What lines below include the word "lineCap"? Copy each one.

**Records from a dataset:**
--------------------------------------------------

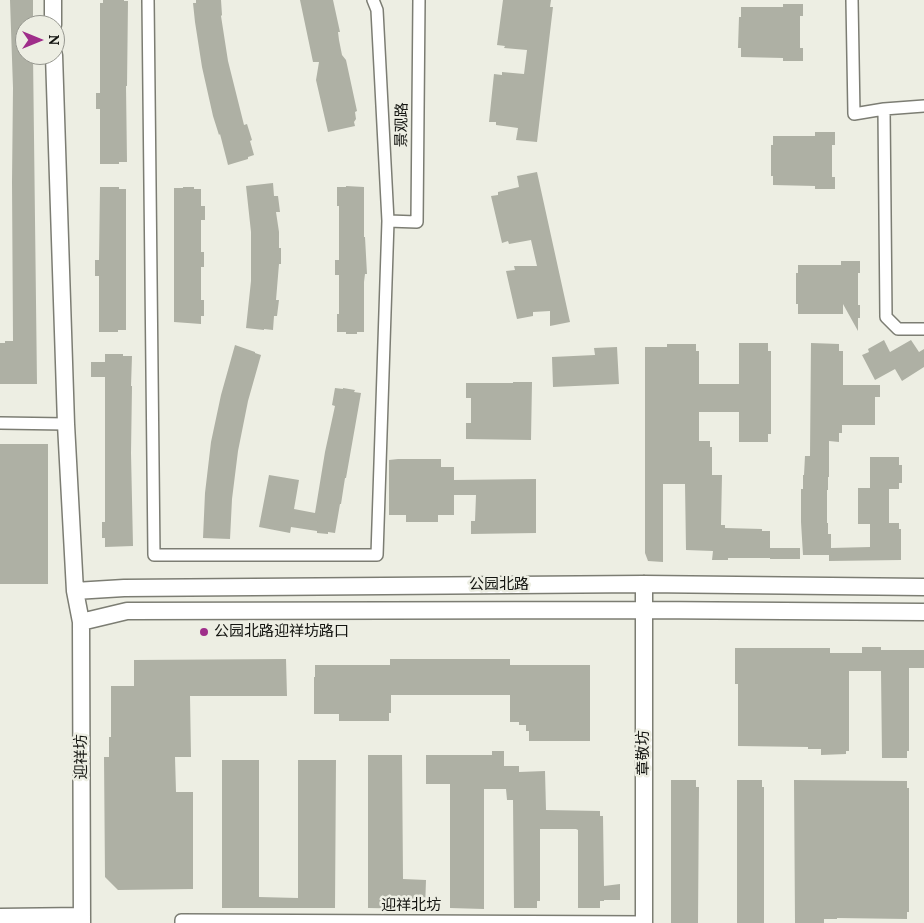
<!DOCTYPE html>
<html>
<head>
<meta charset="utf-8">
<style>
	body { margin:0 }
	#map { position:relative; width:924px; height:923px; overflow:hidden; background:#edeee3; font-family:Lora,serif }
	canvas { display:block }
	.north { position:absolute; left:15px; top:15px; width:50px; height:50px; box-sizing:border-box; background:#edeee3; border:1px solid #96978f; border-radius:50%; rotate:90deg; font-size:14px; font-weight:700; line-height:20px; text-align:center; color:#141511 }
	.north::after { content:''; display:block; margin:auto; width:18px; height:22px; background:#9f2e8a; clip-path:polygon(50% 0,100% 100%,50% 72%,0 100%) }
</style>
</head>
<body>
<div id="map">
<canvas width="924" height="923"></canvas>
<div class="north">N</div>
</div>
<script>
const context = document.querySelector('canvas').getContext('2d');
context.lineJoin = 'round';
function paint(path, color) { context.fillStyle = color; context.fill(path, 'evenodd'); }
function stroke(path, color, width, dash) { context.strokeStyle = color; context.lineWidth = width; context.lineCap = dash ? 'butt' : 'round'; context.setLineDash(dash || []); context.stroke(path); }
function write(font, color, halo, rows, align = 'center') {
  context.font = font + ' Lora,"Noto Sans SC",serif'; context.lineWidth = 5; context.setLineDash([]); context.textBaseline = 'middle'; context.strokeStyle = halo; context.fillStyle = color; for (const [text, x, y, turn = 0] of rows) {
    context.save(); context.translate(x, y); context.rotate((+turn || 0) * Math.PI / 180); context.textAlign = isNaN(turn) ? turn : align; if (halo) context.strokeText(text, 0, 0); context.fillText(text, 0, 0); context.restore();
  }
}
const building = new Path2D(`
	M10,0H33V25H25V55H33L37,384H0V343H5V341H13L12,182L13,88Z
	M103,0H124V1H128L127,86H126L127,162H119V164H100V109H96V93H100V3H103Z
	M196,0H221L222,15L221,16L228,61L244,125L247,124L252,140L250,141L254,155L248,157V159L228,165L220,134L219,135L213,116L202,67L195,22L193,3H196Z
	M300,0H333L340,32H338L339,40L342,55L346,60L357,111L355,112L356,119L354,122L355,126L328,132L316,80L319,62H313Z
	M503,0H551L550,7H553L537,142L516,140L518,128L496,125V122H489L494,74L502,75V72L524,74L527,50L504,48L505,46L497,45Z
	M783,4H803V16H800V48H803V61H783V58L741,57V48H738L739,17H741V7H783Z
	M815,132H835V145H832V177H835V189H815V186L773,185V176H771V145H773V136H815Z
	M537,172L570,322L550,326V311L533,312V316L517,319L506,271L515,270L514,266H537L531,240L509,244L508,241L502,243L491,196L498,195V192L519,187L517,176Z
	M273,183L274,196H278L280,212H276L279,232V248H281V264H279L276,300H279L277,316H274L273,330L264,329V330L246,328L251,281V232L246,186Z
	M346,186L364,187V237H365L367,274H365L364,282V332H357V334H346V332H337V314H339V275H335V260H339V206H337V187H346Z
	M100,187H119V189H126V330H118V332H99V276H95V260H99Z
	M183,187H194V189H201V206H205V220H201V252H204V267H201V300H204V316H201V324L174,322V188H183Z
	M841,261H860V273H858V305H860V318H858V331L843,304V314H798V304H796V273H798V265H841Z
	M884,340L890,352L911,340L919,352L924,349V367L902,381L895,369L875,380L862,355L869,352L868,349Z
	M739,343H768V351H771V434H768V442H739V412H699V441H710V447H712V475H722L721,525H725V528L762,529V531H770V558H728V560H712L713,551L686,550L685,484H663V562L648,561L645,553V347H667V344H696V351H699V384H739Z
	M811,343L839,344V351H843V385H880V397H875V425H842V433H839V442L829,441V477H828V490H827V523H828V534H831V548L870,547V524H858V488H870V457H899V465H902V483H899V489H889V523H899V529H901V560L829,561V555H803L801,522V489H803V475H804L805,456H810Z
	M235,345L255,352V353L261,355L248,401L238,451L232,499L230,539L203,538L205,493L211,442L221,395Z
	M617,347L619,384L553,387L552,357L595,355L594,348Z
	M105,354H123V356H132L131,386H132L131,453L133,546L105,547V538H102V522H105V377H91V362H105Z
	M513,382H532L531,440L466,439V423H471V398H466V383H513Z
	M335,388L343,389V388L355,390L354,392L361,393L346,478H345L341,504H340L335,533L328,532V534L317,533V531L291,527L290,533L259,527L269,475L299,480L294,509L315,513L325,452L335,406L332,405Z
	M0,444H48V584H0Z
	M398,459H441V467H454V480L536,479V533L471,534V521H475L476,495H454V515H438V522H406V515H389V460Z
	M770,548H800V559H770Z
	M862,647H881V650H924V668H909V751H907V758H882L881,671H849V751H846V754L821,755V749H808V747L738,746V684H735V648H830V653H862Z
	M286,659L287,696H190L191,757H175L176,792H193V889L118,890L105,877L104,757H109V737H111V686H134V660Z
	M390,659H510V665H590V741H529V731H526V725H519V722H510V695H391V713H389V721H339V714H314V677H315V665H390Z
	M492,751H504V766H519V772L545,771L546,810L600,811V816H603L604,886L620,884V900H604V901H600V908H578V830L576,829H540V901H537V908H514L513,800H507L506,789H484V909L450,908V784H426V755H492Z
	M368,755H402L403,879L426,880L425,909L368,908Z
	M222,760H259V897L298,898V760H336L335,908H222Z
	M671,780H696V787H699L698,923H671Z
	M737,780H762V787H764V923H737Z
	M794,780L907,781V788H909V912H907V919L837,918V919H824V923H795Z`);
const street = new Path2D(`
	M148,0L154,555H377L388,221L377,10L373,0
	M852,0L854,114L884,109L924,106
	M884,109L886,317L898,329H924
	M388,221L417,222L419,0
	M0,423L66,424
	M181,923V920L644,922`);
const secondary = new Path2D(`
	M53,0V25
	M54,55L66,424L75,591L81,622L82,923
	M75,591L124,588L644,584L924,587
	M81,622L127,611L644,610L924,612
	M0,917L82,916
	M644,923V584`);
const markers = [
	[204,632,5,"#9f2e8a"]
];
const streetNames = [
	["景观路",402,125,-89],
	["公园北路",499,585],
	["章敬坊",644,753,-90],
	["迎祥坊",82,757,-90],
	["迎祥北坊",411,906]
];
const poiNames = [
	["公园北路迎祥坊路口",214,632]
];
paint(building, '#aeb0a4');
stroke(street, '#7c7d73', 14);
stroke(secondary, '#7c7d73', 19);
stroke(street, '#fff', 11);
stroke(secondary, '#fff', 16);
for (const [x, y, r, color] of markers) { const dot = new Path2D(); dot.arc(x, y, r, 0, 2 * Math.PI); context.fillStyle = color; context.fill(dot); stroke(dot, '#edeee3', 2); }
write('15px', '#141511', '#edeee3', streetNames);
write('15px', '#141511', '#edeee3', poiNames, 'left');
</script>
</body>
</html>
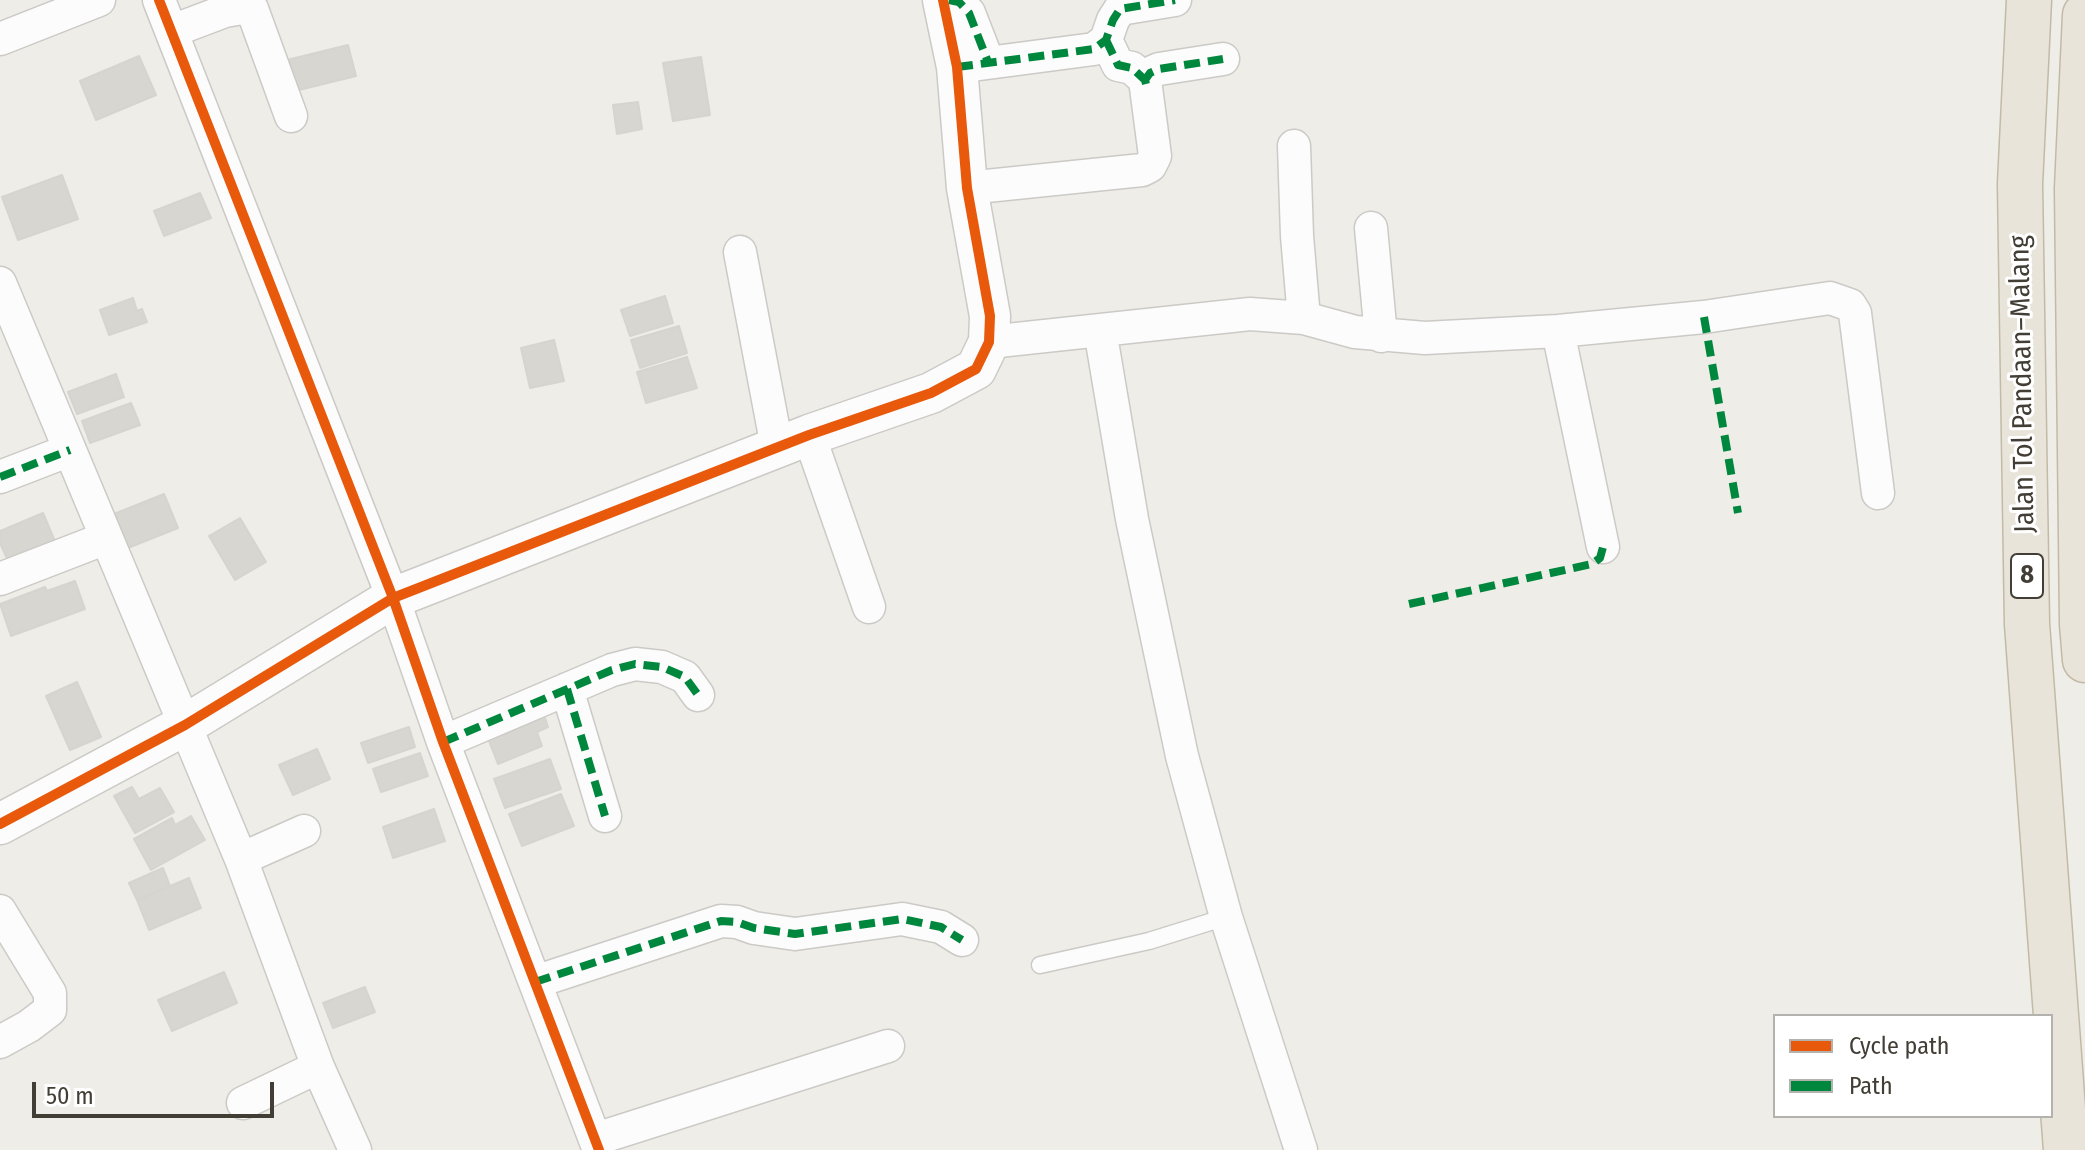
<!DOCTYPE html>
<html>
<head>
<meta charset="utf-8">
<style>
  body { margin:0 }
  #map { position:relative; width:2085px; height:1150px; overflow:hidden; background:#eeede8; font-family:"Fira Sans Condensed",sans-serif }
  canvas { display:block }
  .legend { position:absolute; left:1773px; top:1014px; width:280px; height:104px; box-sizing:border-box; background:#fff; border:2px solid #b4b2ae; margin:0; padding:10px 14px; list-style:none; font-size:24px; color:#433e35 }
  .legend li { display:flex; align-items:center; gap:16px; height:40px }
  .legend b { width:40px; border:2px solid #b4b2ae }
  .scale { position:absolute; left:32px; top:1082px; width:242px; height:36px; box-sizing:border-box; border:4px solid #433e35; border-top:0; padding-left:10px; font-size:24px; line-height:28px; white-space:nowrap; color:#433e35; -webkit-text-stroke:6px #fff; paint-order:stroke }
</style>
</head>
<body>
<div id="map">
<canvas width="2085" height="1150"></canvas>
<ul class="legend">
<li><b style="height:10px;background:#e8590c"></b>Cycle path</li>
<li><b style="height:10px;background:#00873e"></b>Path</li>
</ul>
<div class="scale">50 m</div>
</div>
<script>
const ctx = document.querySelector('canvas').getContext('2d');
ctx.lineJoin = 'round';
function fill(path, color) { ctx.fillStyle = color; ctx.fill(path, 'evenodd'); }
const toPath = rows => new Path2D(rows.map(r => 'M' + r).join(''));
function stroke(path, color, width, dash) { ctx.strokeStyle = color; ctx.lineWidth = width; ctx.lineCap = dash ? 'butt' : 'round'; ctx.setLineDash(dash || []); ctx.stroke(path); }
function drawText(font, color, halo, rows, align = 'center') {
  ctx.font = font + ' "Fira Sans Condensed",sans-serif'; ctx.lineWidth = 6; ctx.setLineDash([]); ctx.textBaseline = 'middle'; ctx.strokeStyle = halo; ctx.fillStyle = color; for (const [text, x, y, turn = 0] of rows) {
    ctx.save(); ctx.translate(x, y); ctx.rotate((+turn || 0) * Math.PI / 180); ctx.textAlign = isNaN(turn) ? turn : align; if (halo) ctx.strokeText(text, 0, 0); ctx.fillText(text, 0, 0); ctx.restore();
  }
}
const building = toPath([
  [348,45,356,76,291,92,283,61,348,45],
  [139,56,156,95,96,120,80,81,139,56],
  [701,57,710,115,673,121,663,63,701,57],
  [638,102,642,129,617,134,613,105,638,102],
  [62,175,78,219,18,240,2,197,62,175],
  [200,193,211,218,164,236,154,211,200,193],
  [665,296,673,323,630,336,621,310,665,296],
  [133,298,137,311,142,309,147,322,109,335,100,310,133,298],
  [679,326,687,353,640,368,631,340,679,326],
  [554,340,564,381,530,388,521,348,554,340],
  [687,357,697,388,646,403,637,372,687,357],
  [116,374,124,397,77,414,68,392,116,374],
  [131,403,140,425,90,443,82,421,131,403],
  [164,494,178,528,128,548,114,514,164,494],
  [43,513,57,546,10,565,0,543,0,531,43,513],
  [240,518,266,562,235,580,209,536,240,518],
  [75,581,85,609,11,636,0,604,45,587,47,591,75,581],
  [77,682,101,737,70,750,46,696,77,682],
  [544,715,548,727,537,732,542,746,498,764,487,736,544,715],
  [409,727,415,747,368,763,361,743,409,727],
  [317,749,330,779,293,795,279,765,317,749],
  [420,753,428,776,381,792,373,769,420,753],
  [550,759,561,789,505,808,494,779,550,759],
  [132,787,139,799,160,788,174,812,135,833,114,796,132,787],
  [561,794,574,826,522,846,509,814,561,794],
  [434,809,445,841,393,858,383,827,434,809],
  [191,816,205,840,151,870,134,839,172,818,175,825,191,816],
  [163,868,170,886,137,900,129,883,163,868],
  [189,878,201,908,149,930,137,900,189,878],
  [224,972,237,1003,172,1031,158,1000,224,972],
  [365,987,375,1012,333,1028,323,1003,365,987]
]);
fill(building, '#d7d6d1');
stroke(building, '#d6d4ce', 2);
const service = toPath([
  [1040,965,1149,941,1226,917]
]);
const minor = toPath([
  [159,0,393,598,443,742,599,1150],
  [949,0,959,2,969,13,988,62],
  [172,31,225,11,248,7,252,9,291,116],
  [0,39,99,0],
  [1106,40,1118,65,1132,68,1145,80],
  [957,67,1094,49,1106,40,1113,20,1120,9,1175,0],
  [1294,146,1297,236,1304,318],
  [967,188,1142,170,1150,166,1155,156,1145,80,1150,73,1159,69,1223,59],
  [1371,228,1381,336],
  [740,252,777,447],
  [0,283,241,859,318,1067,355,1150],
  [1100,330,1132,519,1182,756,1226,917,1301,1150],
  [1558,331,1603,547],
  [989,342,1250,314,1304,318,1355,332,1425,338,1558,331,1704,317,1830,298,1850,305,1855,313,1878,493],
  [809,435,869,607],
  [0,477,70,450],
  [0,579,106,538],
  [567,689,605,816],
  [443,742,612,670,635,664,662,667,685,677,698,695],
  [241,859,304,831],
  [0,911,50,993,50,1010,29,1026,0,1042],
  [535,982,721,921,737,922,754,928,795,934,902,919,941,927,962,940],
  [243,1103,318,1067],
  [596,1139,888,1046]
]);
const tertiary = toPath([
  [0,824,185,725,393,598,809,435,931,393,976,369,989,342,990,316,967,188,957,67,943,0]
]);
const motorway = toPath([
  [2029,0,2020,184,2027,624,2066,1150],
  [2085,15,2077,188,2082,624,2085,660]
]);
stroke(service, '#cccac6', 19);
stroke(minor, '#cccac6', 35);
stroke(tertiary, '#cccac6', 43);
stroke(motorway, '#c3baa6', 47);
stroke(service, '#fcfcfc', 16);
stroke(minor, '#fcfcfc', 32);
stroke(tertiary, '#fcfcfc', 40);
stroke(motorway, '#e9e4da', 44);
stroke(toPath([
  [949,0,959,2,969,13,988,62],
  [1106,40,1118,65,1132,68,1145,80],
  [957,67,1094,49,1106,40,1113,20,1120,9,1175,0],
  [1146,84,1145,80,1150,73,1159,69,1223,59],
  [1704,317,1738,513],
  [0,477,70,450],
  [1409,604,1592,564,1600,558,1603,547],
  [567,689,605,816],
  [443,742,612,670,635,664,662,667,685,677,698,695],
  [535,982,721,921,737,922,754,928,795,934,902,919,941,927,962,940]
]), '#00873e', 8, [16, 8]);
stroke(toPath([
  [159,0,393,598,443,742,599,1150],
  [0,824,185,725,393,598,809,435,931,393,976,369,989,342,990,316,967,188,957,67,943,0]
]), '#e8590c', 10);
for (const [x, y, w] of [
  [2027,576,32]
]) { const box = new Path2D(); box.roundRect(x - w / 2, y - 22, w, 44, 6); ctx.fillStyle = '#fff'; ctx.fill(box); stroke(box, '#433e35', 2); }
drawText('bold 26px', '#433e35', null, [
  ["8",2027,576]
]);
drawText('28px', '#433e35', '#fff', [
  ["Jalan Tol Pandaan–Malang",2023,384,-91]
]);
</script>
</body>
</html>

--------------------------------------------------

**EXERCISE ANSWER:**
function stroke(path, color, width, dash) { context.strokeStyle = color; context.lineWidth = width; context.lineCap = dash ? 'butt' : 'round'; context.setLineDash(dash || []); context.stroke(path); }
function stroke(path, color, width, dash) { ctx.strokeStyle = color; ctx.lineWidth = width; ctx.lineCap = dash ? 'butt' : 'round'; ctx.setLineDash(dash || []); ctx.stroke(path); }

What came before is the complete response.